START Data extract

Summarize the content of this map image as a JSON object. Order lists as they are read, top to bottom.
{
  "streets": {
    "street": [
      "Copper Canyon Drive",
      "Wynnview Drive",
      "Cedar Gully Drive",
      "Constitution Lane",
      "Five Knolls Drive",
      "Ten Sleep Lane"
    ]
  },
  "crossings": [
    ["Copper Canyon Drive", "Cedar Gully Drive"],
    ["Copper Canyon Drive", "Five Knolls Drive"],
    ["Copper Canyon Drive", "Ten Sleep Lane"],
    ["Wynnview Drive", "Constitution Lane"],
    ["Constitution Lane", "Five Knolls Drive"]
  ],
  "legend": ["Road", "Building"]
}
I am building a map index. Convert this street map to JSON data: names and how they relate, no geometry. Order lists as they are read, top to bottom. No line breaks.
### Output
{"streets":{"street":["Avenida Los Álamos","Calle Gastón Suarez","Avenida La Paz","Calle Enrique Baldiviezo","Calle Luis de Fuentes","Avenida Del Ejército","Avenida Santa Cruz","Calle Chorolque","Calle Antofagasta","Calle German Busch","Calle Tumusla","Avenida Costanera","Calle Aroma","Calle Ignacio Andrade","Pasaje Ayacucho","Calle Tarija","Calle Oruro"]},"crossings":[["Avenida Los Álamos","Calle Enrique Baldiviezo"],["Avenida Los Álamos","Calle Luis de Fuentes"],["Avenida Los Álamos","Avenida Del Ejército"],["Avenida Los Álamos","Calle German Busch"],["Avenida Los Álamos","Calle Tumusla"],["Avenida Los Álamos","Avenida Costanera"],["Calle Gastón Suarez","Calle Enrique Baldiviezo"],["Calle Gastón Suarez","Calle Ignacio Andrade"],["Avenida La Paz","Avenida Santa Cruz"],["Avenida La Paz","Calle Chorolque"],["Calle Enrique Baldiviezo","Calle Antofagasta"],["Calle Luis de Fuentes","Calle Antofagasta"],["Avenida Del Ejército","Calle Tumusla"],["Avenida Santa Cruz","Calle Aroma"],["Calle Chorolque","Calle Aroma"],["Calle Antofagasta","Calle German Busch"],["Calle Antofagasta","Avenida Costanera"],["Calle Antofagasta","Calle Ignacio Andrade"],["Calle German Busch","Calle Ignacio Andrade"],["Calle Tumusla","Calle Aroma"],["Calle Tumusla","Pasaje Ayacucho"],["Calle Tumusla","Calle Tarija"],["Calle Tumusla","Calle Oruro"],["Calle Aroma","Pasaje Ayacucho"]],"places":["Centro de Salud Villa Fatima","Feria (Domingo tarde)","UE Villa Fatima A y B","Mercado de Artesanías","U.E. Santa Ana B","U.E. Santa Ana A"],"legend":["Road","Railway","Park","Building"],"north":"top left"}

END Data extract

• Task statement: Which lines of the records contain the word "Drive"? Copy each of them.

• Exercise result:
      "Copper Canyon Drive",
      "Wynnview Drive",
      "Cedar Gully Drive",
      "Five Knolls Drive",
    ["Copper Canyon Drive", "Cedar Gully Drive"],
    ["Copper Canyon Drive", "Five Knolls Drive"],
    ["Copper Canyon Drive", "Ten Sleep Lane"],
    ["Wynnview Drive", "Constitution Lane"],
    ["Constitution Lane", "Five Knolls Drive"]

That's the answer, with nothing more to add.